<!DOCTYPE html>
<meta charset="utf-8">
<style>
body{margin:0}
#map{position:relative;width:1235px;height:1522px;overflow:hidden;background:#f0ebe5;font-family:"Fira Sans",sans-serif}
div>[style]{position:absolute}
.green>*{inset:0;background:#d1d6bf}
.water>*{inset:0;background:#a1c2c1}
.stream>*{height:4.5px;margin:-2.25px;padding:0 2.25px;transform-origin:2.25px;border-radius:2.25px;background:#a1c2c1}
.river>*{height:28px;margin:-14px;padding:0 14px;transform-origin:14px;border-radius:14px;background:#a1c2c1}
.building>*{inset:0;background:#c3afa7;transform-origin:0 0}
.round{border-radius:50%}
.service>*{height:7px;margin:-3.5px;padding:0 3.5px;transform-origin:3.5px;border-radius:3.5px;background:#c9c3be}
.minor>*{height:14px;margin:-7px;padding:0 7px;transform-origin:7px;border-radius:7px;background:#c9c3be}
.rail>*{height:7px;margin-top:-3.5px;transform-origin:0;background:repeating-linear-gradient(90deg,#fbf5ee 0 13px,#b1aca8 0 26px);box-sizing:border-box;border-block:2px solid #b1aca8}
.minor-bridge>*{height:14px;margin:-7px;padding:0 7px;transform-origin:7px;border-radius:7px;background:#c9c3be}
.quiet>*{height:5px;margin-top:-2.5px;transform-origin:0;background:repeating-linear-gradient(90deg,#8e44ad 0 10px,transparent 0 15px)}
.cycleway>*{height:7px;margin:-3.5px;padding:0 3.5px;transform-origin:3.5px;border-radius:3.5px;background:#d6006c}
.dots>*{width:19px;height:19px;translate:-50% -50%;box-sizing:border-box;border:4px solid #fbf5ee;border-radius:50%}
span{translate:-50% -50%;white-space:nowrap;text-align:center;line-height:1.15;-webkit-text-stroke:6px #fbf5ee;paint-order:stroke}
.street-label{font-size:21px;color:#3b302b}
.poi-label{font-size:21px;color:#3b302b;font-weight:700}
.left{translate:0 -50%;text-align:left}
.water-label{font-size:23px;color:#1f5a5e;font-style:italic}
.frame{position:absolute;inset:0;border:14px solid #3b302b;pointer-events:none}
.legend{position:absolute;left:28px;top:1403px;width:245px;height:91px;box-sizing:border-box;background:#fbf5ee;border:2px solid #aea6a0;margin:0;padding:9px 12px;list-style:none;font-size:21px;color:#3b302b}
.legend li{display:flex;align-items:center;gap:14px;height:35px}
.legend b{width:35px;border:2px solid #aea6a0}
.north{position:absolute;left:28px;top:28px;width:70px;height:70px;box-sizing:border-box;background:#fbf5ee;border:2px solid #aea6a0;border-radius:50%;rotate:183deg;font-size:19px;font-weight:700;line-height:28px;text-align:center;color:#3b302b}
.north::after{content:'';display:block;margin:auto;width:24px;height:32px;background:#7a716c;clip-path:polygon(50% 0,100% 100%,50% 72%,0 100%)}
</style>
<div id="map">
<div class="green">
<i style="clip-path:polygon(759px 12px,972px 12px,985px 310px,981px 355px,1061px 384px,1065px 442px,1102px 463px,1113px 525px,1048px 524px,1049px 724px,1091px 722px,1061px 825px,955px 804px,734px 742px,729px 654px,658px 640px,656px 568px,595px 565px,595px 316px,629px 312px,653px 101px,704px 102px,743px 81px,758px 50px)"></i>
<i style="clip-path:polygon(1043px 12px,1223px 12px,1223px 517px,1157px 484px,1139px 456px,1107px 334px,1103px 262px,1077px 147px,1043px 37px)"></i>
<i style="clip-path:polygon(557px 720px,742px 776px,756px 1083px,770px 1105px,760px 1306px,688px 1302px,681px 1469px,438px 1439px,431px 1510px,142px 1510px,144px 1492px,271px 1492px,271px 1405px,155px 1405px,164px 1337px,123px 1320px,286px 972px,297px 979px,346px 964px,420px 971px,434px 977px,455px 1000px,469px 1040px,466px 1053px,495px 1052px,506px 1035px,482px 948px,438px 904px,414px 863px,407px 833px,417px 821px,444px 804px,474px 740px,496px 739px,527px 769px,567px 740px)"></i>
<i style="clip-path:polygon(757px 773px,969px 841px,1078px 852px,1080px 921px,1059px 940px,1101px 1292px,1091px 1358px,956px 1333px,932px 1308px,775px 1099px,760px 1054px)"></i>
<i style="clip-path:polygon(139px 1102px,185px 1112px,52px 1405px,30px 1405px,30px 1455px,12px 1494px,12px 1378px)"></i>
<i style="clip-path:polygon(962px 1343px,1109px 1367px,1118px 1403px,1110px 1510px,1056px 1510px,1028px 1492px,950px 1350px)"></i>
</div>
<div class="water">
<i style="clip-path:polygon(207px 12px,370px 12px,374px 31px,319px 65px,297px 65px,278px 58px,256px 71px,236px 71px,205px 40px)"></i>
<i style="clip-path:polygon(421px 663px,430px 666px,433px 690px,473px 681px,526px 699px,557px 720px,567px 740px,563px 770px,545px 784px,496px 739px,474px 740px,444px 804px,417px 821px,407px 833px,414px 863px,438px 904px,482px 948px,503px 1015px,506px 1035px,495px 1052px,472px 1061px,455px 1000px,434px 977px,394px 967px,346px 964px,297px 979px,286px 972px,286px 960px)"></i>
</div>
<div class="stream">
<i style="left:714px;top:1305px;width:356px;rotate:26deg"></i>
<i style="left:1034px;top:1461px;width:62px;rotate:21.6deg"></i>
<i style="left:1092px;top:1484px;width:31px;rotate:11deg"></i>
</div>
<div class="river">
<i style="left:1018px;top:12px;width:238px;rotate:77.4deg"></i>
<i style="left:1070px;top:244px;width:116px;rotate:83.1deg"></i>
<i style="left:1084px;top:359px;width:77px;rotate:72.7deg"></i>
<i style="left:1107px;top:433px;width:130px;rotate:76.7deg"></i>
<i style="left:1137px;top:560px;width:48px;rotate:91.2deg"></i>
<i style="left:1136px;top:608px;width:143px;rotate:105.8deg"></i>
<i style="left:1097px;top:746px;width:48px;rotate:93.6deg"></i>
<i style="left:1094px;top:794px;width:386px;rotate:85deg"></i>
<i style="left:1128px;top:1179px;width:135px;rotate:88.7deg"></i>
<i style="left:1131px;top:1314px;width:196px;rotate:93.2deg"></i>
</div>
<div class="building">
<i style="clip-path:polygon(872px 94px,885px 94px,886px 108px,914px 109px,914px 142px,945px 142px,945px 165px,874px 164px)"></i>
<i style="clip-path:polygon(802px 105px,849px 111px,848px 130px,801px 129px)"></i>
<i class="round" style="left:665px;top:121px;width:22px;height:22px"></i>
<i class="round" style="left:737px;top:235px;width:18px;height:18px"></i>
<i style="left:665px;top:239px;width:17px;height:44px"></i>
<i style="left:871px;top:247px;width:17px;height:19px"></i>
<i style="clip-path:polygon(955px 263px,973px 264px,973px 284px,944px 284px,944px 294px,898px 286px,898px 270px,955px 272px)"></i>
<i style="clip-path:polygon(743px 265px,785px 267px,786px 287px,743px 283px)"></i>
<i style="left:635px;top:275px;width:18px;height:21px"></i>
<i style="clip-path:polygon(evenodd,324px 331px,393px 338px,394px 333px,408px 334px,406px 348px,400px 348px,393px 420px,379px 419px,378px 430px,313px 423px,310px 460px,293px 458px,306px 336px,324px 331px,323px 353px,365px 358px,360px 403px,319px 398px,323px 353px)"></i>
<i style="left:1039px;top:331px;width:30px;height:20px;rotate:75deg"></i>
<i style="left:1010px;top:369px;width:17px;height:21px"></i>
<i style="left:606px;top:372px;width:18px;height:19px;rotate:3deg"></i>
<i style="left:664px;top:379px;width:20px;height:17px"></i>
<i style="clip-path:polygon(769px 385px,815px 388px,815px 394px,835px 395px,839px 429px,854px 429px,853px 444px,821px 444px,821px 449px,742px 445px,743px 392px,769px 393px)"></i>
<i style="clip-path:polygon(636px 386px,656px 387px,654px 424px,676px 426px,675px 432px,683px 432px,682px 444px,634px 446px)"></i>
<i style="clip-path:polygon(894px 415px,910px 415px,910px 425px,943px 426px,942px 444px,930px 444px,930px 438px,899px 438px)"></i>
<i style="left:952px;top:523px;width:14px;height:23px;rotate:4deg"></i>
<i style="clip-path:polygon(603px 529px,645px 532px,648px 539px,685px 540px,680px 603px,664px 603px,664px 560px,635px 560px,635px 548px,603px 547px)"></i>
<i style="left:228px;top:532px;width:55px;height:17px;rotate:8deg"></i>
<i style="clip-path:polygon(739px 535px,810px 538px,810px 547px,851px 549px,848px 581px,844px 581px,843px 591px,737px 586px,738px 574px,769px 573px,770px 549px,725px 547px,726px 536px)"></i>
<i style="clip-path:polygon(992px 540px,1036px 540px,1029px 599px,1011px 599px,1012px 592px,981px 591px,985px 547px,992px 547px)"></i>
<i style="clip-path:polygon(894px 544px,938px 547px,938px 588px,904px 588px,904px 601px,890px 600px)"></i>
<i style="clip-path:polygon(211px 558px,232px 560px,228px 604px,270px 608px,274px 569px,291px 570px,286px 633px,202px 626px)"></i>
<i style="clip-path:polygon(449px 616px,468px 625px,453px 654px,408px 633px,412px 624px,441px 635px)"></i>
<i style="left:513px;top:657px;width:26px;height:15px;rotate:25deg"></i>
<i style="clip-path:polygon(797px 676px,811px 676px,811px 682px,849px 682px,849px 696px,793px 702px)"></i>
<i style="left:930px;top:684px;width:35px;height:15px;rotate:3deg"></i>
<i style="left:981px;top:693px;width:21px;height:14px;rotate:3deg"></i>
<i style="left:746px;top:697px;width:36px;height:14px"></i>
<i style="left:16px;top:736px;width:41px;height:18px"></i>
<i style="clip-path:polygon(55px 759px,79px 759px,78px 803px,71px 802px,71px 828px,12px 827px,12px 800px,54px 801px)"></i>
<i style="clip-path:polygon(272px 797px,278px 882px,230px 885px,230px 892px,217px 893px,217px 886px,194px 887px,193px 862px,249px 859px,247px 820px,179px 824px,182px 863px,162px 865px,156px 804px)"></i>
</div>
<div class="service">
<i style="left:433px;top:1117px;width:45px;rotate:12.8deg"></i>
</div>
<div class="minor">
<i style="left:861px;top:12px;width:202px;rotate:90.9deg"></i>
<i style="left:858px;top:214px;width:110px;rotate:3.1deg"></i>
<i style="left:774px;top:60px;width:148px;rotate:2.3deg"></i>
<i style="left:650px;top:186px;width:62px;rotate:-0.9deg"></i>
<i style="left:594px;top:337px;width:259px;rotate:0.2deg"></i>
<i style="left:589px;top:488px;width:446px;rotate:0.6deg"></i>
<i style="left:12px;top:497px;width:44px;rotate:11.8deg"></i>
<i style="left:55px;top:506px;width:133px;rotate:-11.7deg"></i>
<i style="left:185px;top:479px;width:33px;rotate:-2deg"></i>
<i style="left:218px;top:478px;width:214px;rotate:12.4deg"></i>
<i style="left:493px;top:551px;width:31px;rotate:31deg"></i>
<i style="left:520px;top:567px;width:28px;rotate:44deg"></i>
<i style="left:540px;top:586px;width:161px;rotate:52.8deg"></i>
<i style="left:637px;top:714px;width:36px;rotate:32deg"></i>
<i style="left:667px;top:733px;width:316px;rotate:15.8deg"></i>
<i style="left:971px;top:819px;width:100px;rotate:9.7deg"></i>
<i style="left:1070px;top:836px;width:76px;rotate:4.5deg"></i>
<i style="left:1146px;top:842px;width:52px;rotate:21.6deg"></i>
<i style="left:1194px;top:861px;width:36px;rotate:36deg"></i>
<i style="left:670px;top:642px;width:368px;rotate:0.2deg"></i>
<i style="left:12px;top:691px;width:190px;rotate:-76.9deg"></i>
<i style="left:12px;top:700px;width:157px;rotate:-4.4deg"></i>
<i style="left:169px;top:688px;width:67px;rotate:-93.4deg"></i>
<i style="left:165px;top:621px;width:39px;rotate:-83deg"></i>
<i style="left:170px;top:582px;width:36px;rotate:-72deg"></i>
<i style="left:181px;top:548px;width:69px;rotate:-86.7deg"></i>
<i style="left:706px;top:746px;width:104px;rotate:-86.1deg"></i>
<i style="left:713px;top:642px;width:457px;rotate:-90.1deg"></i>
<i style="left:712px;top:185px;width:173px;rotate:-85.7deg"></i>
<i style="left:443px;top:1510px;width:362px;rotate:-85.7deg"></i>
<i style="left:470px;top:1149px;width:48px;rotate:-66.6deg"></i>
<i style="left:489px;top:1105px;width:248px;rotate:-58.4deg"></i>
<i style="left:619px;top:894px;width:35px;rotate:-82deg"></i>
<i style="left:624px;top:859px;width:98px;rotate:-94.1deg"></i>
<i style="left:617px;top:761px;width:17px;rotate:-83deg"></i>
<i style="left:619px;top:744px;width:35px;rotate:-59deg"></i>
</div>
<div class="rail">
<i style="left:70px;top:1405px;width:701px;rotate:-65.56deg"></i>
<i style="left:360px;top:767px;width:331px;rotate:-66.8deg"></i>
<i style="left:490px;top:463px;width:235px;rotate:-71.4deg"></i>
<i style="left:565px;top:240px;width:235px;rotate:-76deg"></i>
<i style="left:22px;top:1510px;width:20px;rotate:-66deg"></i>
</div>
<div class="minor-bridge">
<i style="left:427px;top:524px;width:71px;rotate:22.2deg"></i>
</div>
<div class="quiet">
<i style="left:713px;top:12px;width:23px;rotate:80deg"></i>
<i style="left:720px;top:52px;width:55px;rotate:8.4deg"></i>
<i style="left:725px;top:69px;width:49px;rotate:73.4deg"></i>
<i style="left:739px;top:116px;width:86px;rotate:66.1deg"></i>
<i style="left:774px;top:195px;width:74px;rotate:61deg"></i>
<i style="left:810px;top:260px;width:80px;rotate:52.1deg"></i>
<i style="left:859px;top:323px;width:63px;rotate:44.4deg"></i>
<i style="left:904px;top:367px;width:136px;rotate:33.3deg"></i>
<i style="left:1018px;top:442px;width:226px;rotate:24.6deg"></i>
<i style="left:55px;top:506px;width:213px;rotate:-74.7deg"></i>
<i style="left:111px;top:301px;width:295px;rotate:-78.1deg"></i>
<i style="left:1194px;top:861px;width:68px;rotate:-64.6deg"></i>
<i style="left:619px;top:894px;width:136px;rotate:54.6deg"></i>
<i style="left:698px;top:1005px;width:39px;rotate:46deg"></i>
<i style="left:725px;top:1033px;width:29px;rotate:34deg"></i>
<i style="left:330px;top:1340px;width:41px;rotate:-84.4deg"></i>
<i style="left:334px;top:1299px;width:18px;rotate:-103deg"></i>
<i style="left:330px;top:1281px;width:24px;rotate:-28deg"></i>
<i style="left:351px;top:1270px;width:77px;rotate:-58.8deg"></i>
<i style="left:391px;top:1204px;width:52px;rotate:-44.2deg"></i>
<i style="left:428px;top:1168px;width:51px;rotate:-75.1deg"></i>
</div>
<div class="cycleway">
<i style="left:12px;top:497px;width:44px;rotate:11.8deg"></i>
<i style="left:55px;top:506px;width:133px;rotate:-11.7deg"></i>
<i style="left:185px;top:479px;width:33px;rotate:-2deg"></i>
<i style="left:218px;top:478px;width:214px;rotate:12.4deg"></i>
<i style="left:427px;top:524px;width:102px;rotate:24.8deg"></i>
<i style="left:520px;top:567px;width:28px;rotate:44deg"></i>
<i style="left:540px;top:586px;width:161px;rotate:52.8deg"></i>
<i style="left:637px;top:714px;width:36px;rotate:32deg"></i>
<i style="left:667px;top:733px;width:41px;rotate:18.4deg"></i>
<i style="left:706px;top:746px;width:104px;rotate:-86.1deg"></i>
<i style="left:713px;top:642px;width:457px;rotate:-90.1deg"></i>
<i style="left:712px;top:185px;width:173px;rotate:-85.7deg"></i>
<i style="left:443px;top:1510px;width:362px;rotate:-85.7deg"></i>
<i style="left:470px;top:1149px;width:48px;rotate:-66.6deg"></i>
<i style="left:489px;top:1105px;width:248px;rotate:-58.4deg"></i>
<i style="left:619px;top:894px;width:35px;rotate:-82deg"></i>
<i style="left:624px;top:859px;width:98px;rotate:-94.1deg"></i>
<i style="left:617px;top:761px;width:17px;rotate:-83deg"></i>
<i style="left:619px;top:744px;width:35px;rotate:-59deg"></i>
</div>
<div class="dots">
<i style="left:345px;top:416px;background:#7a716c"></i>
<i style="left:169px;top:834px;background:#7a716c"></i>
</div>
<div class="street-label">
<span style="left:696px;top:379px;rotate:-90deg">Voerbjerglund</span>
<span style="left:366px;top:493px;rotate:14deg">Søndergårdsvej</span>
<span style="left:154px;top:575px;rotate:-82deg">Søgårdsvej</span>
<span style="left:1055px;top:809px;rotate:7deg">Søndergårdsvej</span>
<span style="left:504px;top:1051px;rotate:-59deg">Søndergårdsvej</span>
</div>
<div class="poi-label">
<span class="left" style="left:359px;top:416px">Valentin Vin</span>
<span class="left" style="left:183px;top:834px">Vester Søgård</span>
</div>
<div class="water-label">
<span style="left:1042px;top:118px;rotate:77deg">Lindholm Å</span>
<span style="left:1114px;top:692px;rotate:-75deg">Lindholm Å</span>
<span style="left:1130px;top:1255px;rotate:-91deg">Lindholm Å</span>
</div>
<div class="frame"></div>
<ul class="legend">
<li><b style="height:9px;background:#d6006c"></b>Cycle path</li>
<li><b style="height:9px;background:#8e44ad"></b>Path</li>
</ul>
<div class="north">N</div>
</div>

□ □ □ □

Exercise details: Each line of the data that holds "stream" should be reported.

Task solution:
.stream>*{height:4.5px;margin:-2.25px;padding:0 2.25px;transform-origin:2.25px;border-radius:2.25px;background:#a1c2c1}
<div class="stream">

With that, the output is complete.